Protecting assets during your lifetime
Asset preservation is critical for your long term comfort and peace of mind. Life unfolds unpredictably and anyone can end up sitting on the losing side of a lawsuit or a creditor’s claim.
These events can wreak havoc on your financial stability and even see you homeless.
Asset preservation focuses on creating legal barriers between you and your creditors, potentially preventing them from seizing your assets.
This process could involve creating trusts or using other legal tools to secure your property.
Many people do not realize that Florida is one of the best states in the country for asset protection. When clients move to Florida from out of state, one of the first things we do is sit down and make sure that they are taking the full advantage of Florida legislation to preserve their assets.
Appointing proper agents for your estate planning documents
One of the most important decisions when creating an estate plan is who you appoint to serve as your agent. Agents are those people that you choose to serve as your Personal Representative/Executor, Power of Attorney, Health Care Surrogate, or Trustee.
These people will step into your shoes and act on your behalf if you are incapable of managing your own affairs, are incapacitated, or are deceased. They will make important, potentially life changing decisions regarding your health care, your children, your business, your finances and any of your other affairs.
Agents can be your family members, close friends, or professionals such as attorneys, bankers, or corporate institutions.
But whoever you name as your agent needs to be someone who you trust and who has the skills necessary to carry out your wishes. Appointing the wrong agent can ruin an otherwise bulletproof estate plan.
Protecting assets for your beneficiaries
A well-drafted estate plan will protect your assets for your beneficiaries.
If you pass and your assets are distributed outright through a poorly drafted estate plan or through beneficiary designation (e.g. a pay on death bank account), then those assets distributed outright to the beneficiary can be fair game to your beneficiaries’ creditors. These creditors can be from a current lawsuit, a divorced spouse, or a potential lawsuit stemming from financial debt, a car accident, or malpractice.
Proper trust planning for your beneficiaries can provide a legal barrier between the assets and any potential creditors. This barrier will protect the assets you pass to your beneficiaries by deterring creditors such as a divorce or lawsuit.
Protecting your assets during your lifetime and beyond as they pass down to your heirs is a key part of your estate plan.
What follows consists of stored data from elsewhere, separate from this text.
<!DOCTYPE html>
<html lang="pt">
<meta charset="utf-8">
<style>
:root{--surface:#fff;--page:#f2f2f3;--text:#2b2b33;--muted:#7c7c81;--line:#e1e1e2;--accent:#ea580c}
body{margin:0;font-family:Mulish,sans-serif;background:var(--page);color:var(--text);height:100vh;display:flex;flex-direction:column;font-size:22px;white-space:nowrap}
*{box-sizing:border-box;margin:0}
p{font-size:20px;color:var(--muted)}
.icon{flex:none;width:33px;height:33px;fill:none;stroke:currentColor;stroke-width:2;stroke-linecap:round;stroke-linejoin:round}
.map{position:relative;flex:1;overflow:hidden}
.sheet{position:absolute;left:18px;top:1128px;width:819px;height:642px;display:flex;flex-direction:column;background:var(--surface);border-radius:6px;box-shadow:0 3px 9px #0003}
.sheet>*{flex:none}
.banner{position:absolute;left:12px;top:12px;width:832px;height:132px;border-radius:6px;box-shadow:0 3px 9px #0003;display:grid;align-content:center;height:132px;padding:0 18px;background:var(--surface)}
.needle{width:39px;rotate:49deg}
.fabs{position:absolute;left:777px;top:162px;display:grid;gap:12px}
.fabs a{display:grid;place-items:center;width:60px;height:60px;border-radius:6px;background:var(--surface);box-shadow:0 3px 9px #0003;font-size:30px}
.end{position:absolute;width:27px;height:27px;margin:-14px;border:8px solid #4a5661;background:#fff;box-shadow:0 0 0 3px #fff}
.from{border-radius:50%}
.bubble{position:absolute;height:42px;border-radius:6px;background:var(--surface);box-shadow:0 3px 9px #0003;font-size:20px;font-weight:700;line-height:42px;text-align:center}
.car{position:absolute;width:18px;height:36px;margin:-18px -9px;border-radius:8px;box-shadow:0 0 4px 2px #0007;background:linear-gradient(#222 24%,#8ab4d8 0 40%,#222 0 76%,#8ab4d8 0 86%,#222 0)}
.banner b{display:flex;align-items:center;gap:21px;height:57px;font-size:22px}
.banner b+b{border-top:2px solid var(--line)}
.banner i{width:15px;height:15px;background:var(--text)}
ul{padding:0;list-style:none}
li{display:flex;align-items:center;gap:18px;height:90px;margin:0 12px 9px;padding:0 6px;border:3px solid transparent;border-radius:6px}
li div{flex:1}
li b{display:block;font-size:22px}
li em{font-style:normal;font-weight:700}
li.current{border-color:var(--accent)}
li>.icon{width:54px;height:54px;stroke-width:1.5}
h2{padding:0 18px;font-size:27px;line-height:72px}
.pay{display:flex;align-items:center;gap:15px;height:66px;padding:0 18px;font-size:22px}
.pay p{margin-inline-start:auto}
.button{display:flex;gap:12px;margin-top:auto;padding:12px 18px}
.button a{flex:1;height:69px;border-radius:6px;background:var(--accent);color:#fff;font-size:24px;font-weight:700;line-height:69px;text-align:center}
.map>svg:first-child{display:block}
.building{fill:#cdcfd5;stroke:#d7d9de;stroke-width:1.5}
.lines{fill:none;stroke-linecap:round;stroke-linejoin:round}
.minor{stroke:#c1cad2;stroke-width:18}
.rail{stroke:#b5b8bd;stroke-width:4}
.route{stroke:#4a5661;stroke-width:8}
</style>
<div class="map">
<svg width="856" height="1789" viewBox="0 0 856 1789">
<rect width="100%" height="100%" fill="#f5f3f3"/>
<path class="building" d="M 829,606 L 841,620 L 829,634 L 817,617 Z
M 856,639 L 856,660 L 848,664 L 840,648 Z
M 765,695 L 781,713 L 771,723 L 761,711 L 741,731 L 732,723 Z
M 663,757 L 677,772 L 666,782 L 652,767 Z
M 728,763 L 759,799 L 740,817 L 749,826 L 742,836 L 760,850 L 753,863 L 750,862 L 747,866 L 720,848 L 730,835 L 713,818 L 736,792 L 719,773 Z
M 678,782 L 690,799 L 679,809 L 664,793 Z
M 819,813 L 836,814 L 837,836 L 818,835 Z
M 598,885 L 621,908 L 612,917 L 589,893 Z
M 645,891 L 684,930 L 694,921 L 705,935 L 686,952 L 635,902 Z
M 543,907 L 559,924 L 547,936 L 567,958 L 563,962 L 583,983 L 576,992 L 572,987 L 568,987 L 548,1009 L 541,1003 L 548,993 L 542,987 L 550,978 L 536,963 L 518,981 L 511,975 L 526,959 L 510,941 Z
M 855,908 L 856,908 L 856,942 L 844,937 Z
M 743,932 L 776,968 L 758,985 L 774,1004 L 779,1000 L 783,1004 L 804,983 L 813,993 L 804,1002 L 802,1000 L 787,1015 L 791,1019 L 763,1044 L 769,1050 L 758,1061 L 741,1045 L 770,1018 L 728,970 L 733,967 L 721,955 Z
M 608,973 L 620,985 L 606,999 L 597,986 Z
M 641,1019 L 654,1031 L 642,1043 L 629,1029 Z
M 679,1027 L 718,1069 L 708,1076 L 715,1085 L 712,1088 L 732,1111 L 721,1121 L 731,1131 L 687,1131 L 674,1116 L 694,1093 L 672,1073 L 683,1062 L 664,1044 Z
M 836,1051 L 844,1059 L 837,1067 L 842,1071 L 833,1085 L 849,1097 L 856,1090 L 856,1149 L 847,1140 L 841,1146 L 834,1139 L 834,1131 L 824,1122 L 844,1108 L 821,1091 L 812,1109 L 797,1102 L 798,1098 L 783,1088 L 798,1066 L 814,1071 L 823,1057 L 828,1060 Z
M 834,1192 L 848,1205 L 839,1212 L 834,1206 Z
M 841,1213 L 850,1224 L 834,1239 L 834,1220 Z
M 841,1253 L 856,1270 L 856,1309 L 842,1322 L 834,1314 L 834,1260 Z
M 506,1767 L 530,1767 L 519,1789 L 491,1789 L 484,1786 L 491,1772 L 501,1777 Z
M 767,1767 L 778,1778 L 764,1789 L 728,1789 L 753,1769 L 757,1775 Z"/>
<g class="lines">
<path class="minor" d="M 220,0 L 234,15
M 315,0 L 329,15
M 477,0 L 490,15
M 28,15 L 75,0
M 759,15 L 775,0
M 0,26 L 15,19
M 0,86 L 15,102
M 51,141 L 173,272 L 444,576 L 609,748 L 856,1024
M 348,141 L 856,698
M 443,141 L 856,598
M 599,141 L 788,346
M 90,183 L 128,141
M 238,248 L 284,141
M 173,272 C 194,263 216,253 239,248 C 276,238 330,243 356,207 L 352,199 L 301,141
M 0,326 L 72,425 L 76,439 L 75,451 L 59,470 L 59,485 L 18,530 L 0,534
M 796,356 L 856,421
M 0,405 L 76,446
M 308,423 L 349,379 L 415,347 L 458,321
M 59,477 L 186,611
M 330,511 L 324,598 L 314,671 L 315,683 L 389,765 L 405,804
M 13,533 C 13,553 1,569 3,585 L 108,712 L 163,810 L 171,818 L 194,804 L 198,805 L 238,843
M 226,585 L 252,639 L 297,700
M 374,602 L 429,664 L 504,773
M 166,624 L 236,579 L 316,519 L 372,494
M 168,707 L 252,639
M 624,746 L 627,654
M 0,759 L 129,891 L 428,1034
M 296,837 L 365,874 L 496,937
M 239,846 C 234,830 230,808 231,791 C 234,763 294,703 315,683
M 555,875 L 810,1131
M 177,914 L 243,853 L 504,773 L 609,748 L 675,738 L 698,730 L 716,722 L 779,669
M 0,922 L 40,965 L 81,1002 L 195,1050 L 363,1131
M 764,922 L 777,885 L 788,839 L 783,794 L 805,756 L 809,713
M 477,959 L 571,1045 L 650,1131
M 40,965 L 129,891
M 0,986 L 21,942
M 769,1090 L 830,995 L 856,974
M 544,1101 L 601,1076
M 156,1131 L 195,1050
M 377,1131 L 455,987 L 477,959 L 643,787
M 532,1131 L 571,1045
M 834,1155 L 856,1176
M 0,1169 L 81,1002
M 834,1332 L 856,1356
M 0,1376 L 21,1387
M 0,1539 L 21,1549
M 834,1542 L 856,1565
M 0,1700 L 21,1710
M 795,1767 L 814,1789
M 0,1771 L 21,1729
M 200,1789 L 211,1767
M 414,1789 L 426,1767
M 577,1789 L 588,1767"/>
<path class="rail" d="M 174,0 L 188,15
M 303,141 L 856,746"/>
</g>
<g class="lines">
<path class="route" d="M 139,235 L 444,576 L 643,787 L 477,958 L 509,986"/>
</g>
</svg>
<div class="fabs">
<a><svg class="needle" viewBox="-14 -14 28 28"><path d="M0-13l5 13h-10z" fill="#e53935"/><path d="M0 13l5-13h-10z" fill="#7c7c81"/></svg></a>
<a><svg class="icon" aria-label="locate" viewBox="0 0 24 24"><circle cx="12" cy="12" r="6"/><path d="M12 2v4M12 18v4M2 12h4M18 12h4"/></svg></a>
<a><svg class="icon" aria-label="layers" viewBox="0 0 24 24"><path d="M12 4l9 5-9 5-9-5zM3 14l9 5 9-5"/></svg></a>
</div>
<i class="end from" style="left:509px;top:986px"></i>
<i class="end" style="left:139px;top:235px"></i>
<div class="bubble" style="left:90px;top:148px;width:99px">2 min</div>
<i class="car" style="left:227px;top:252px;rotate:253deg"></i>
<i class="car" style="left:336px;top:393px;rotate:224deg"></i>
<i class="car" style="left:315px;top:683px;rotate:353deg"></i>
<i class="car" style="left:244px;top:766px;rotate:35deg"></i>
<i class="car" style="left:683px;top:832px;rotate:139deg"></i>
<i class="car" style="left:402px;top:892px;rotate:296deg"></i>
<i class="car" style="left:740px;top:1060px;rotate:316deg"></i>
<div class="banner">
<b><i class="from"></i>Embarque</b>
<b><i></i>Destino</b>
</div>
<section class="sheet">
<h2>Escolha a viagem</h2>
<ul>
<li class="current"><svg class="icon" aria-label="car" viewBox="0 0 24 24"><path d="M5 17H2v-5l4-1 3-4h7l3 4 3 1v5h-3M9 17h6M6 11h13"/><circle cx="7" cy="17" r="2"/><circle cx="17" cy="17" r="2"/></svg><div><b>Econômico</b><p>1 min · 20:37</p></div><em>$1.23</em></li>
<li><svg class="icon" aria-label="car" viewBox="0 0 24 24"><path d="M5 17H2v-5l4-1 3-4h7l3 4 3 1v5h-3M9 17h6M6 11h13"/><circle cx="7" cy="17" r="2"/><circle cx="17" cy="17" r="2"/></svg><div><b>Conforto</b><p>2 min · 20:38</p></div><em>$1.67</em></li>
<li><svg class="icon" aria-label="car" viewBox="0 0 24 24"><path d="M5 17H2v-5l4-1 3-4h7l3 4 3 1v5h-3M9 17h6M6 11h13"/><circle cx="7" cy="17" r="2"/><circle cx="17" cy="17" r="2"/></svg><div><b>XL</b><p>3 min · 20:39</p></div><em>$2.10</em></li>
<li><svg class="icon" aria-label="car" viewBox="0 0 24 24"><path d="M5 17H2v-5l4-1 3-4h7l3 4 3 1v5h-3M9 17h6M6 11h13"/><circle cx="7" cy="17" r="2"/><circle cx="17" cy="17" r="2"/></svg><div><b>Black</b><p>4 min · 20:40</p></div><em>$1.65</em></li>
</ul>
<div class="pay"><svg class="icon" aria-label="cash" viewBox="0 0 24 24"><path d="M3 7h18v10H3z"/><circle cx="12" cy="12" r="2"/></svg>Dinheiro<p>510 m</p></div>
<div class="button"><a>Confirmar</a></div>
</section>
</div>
And your beneficiaries will thank you.
Protecting you during your lifetime if you are incapacitated
A well drafted estate plan will protect you during your lifetime if you are impaired or incapacitated.
Incapacity can happen to anyone at any age due to any number of accidents or injuries. You may be left unable to make important decisions about your life or health care or finances. Someone will need to step into your shoes and make decisions on your behalf regarding your health care and finances.
If there is no designated person, your friends or family will need to seek a guardianship from the court. This is a time-consuming and stressful court procedure that involves expensive attorney fees and court costs. The court may also appoint a guardian that you may not have wanted to serve.
It is important for anyone over the age of 18 to have a well-drafted Health Care Surrogate and Power of Attorneys. These documents when drafted properly will allow your agents to step into your shoes and make all of the decisions necessary to protect you.
Distributing assets to your beneficiaries in an efficient and cost-effective manner
Distributing assets after you pass should be both cost-effective and efficient.
Many clients either do not have a will or have a very basic will. In either case, should they pass, the assets they intend to pass down to their beneficiaries, including their home, will have to go through probate.
Probate is a court controlled process where the court formally transfers your assets to your beneficiaries. It’s very expensive, time-consuming, and a headache for both your beneficiaries and your attorney. The full procedure may extend for a full year and sometimes more depending on how busy the court is. Your beneficiaries will need to pay from your estate the court fees, attorney fees, and personal representative/executor fees. As a result, the value of your assets passing to your beneficiaries may be significantly reduced due to probate.
A well drafted estate plan avoids the probate process entirely. This allows your beneficiaries to avoid paying thousands in court fees, attorney fees, and personal representative/executor fees and allows your beneficiaries to quickly receive assets.